Illinois IFP finishes best in the U.S. in global ImageNet Large Scale Visual Recognition Challenge
Amid a landscape of sweeping advances in computer vision, image processing and artificial intelligence, leading researchers in government, academia and industry compete each year for the top honors in the ImageNet Large Scale Visual Recognition Challenge (ILSVRC). This year, a group of electrical and computer engineering (ECE) graduate students at the University of Illinois’ Beckman Institute was the top U.S. finisher and third overall in one category of this prestigious global competition.
Contested each year since 2010, ImageNet added video and scene classification categories this year, and Illinois’ Image Formation Processing team (UIUC-IFP) claimed third in the video category behind only universities from Hong Kong and South Korea while another team formed by IFP and Microsoft Research Redmond (UIUCMSR) placed 11th overall in the very large-scale scene classification competition.
On the heels of the results, both teams, UIUC-IFP and UIUCMSR, were asked to be a part of a poster presentation on Dec. 17 at the biannual International Conference on Computer Vision in Santiago, Chile. Team member Pooya Khorrami is representing the team at the conference.
Thomas Huang, a professor emeritus in ECE and the Coordinated Science Lab and a research professor at Beckman, is a founding figure in computer vision and image processing and has advised more than 100 PhD students over the years. Professor Huang’s graduate students led the efforts. Honghui Shi coordinated the teams, and contributed to both. Pooya Khorrami, Tom Le Paine, and Wei Han led the UIUC-IFP team for the Video competition, with help from Prajit Ramachandran, and Mohammad Babaeizadeh. Meanwhile, Yingzhen Yang led the UIUCMSR team, with help from Wei Han and Shiyu Chang, as well as former IFP student Jianchao Yang, now a principal research at Snapchat, and Nebojsa Jolic, a principal researcher at Microsoft Research.
The ILSVRC, which has been sponsored by industry giants such as Google, Facebook, and Nvidia, gained notoriety in 2012, when for the first time the field of image recognition and artificial intelligence began using deep learning neural networks and supercomputing to more quickly and accurately detect objects.

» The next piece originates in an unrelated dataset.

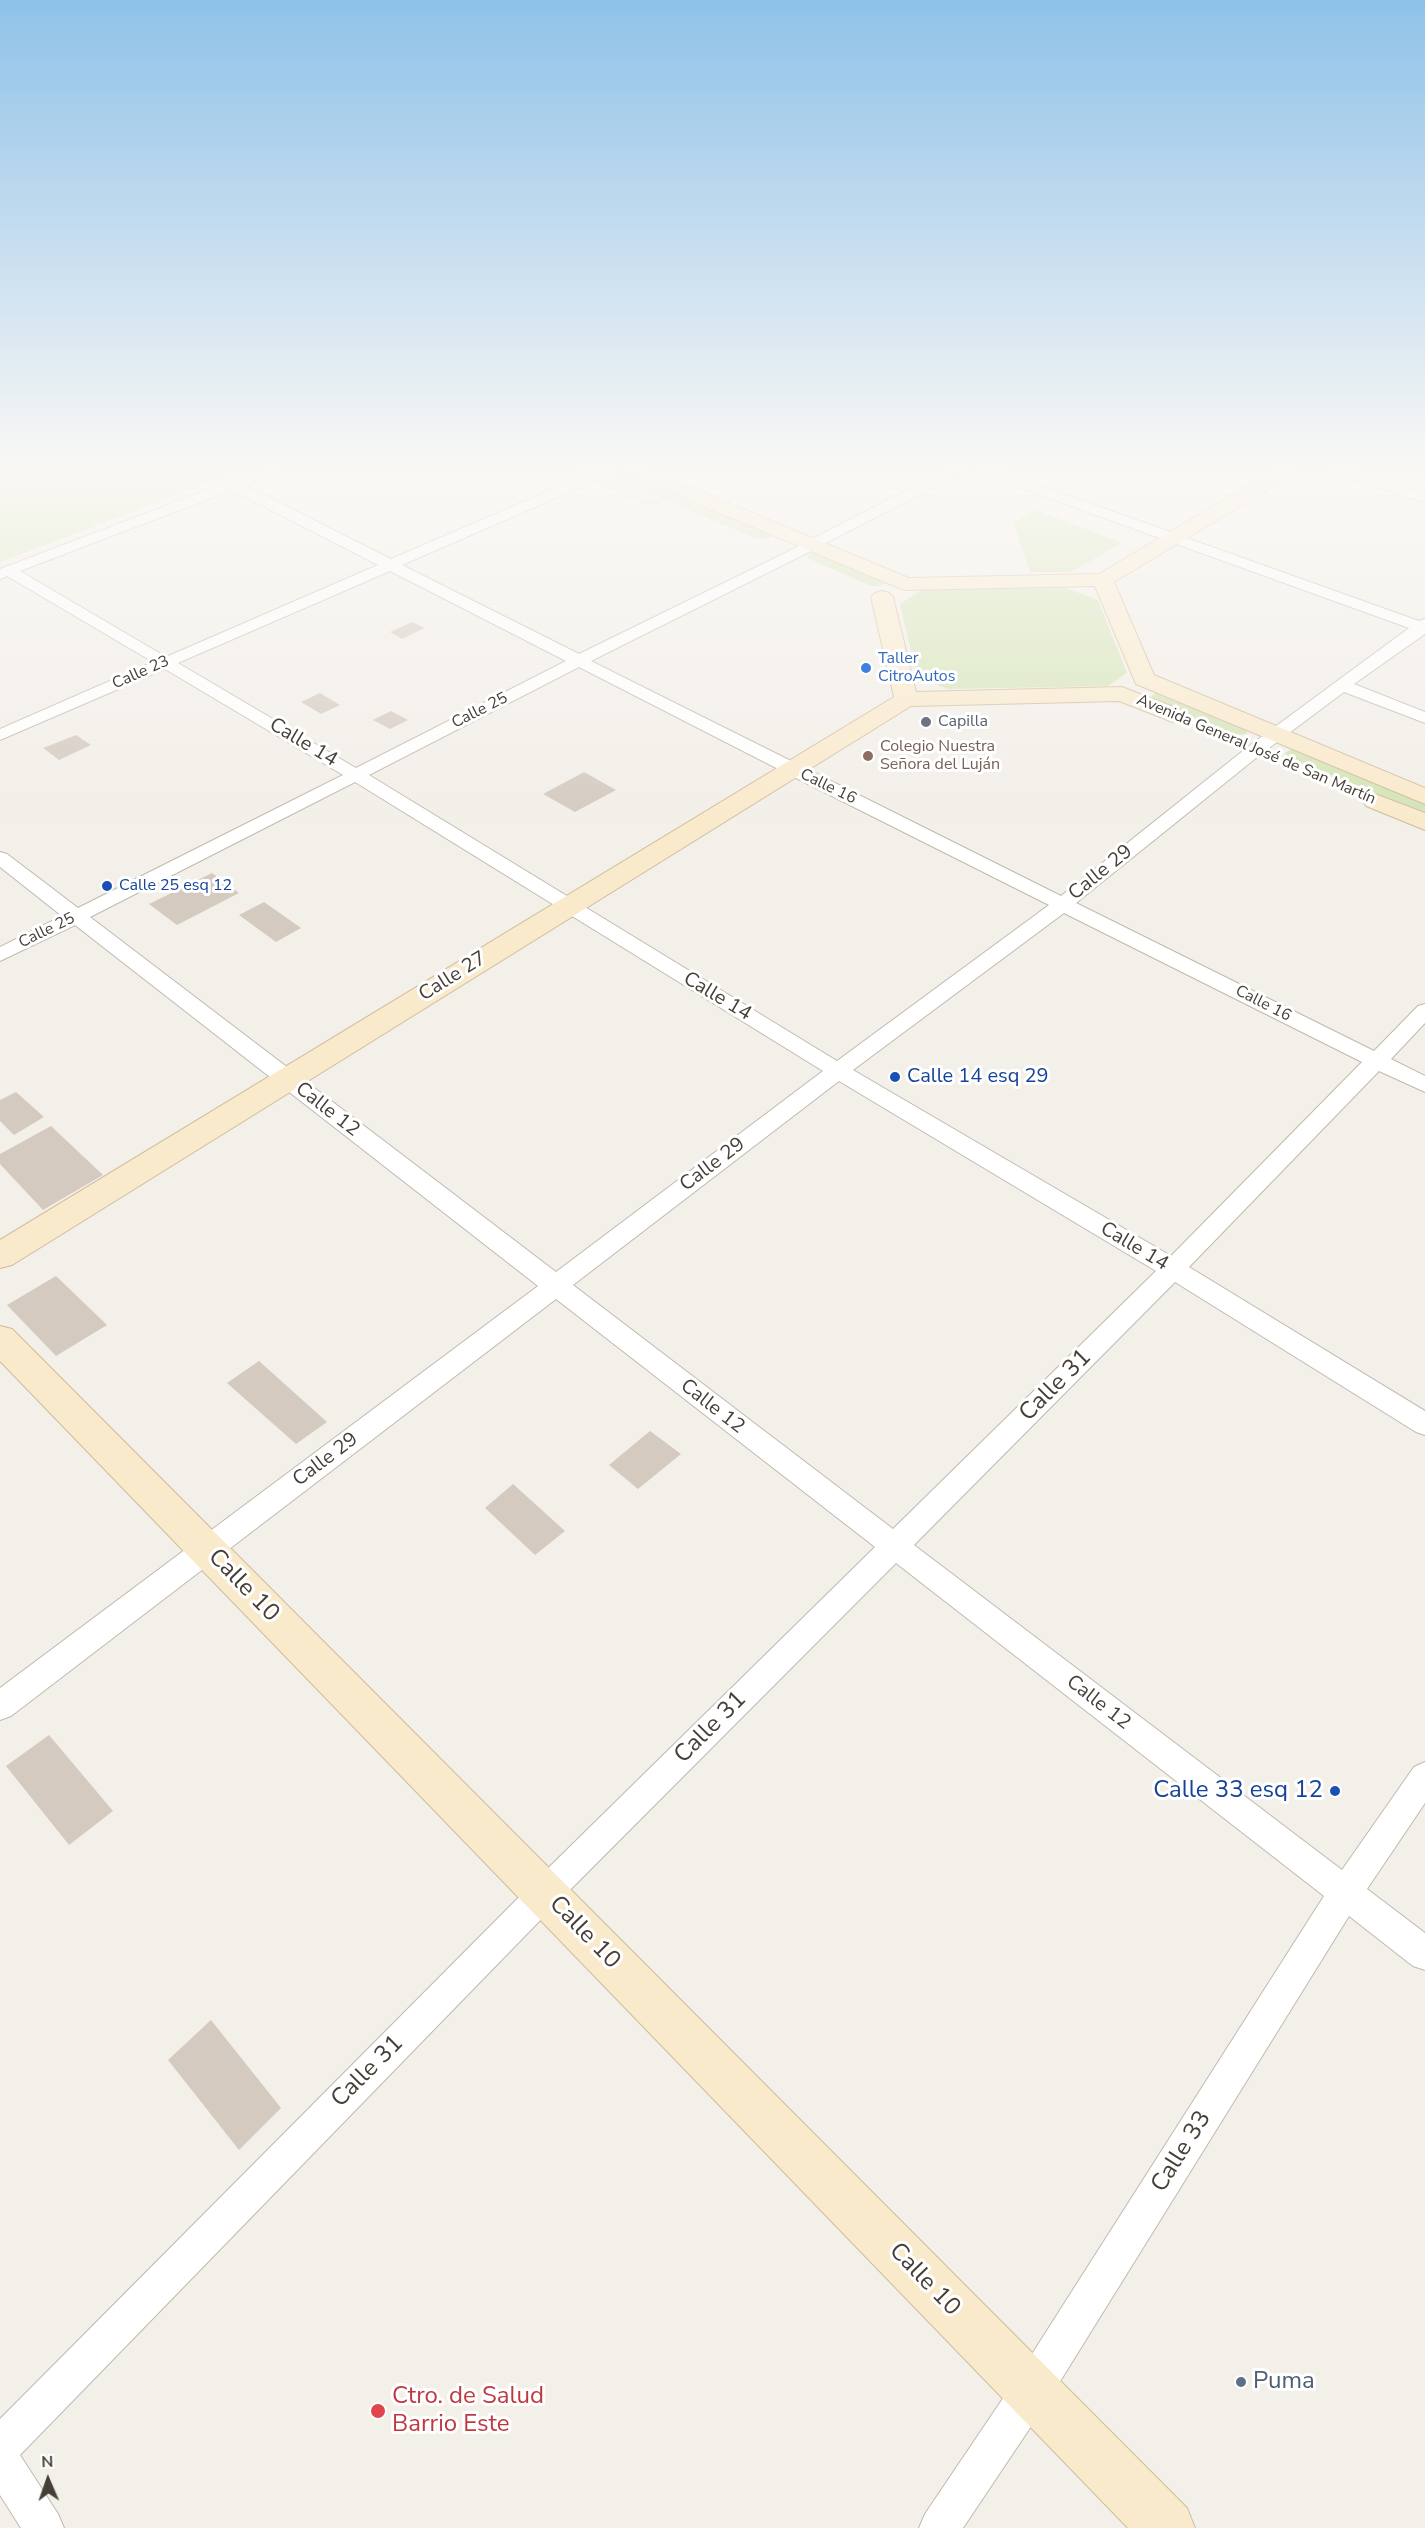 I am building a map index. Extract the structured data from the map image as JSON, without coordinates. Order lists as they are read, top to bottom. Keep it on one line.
{"streets":{"street":["Calle 23","Calle 25","Calle 14","Avenida General José de San Martín","Calle 16","Calle 29","Calle 27","Calle 12","Calle 31","Calle 10","Calle 33"]},"crossings":[["Calle 23","Calle 14"],["Calle 25","Calle 14"],["Calle 25","Calle 16"],["Calle 25","Calle 12"],["Calle 14","Calle 29"],["Calle 14","Calle 27"],["Calle 14","Calle 31"],["Avenida General José de San Martín","Calle 29"],["Avenida General José de San Martín","Calle 27"],["Calle 16","Calle 29"],["Calle 16","Calle 27"],["Calle 16","Calle 31"],["Calle 29","Calle 12"],["Calle 29","Calle 10"],["Calle 27","Calle 12"],["Calle 12","Calle 31"],["Calle 12","Calle 33"],["Calle 31","Calle 10"],["Calle 10","Calle 33"]],"places":["Taller CitroAutos","Capilla","Colegio Nuestra Señora del Luján","Calle 25 esq 12","Calle 14 esq 29","Calle 33 esq 12","Puma","Ctro. de Salud Barrio Este"],"north":"top"} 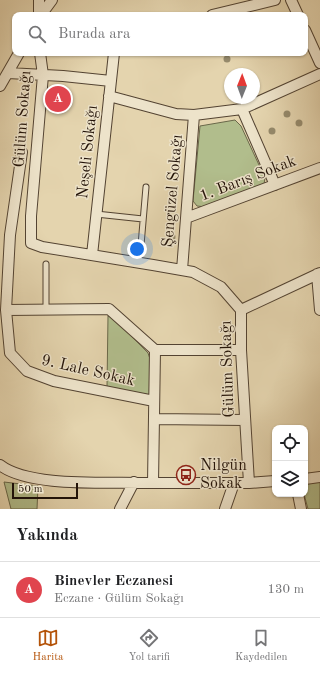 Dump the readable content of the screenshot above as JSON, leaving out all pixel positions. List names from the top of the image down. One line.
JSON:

“Using these neural networks has allowed us to train our models which understand the objects and images deeply,” Shi said. “Naturally, when humans look at an object more than once it has a better chance to stick in their minds. The same holds true for neural networks.”
ImageNet’s Object Detection from Video competition (VID), where Illinois placed third, charged competitors to create models to learn to detect objects from approximately 4,000 videos. This is challenging as videos tend to include a larger variety of poses, motion blur, and occlusion. In the Scene competition, each team is required to classify 381,000 images into 401 scene categories, given 8.1 million training images. For each image, algorithm produces a list of five scene categories in descending order of confidence. The quality of the predicted list will be evaluated based on how well it matches the ground truth scene category for the image.
“This is an interesting time for artificial intelligence,” Paine said. “Now we have machine models which can recognize objects in pictures more accurately than humans. This challenge helps drive research throughout the computer vision and artificial intelligence community.”
As the team members continue to work on their algorithms and as the models continue to train, the group is seeing even more accurate results. “We feel great about what we have been able to accomplish with a relatively small team,” Khorrami said. “I think the competition is a good way to showcase our research in deep learning on a global stage.”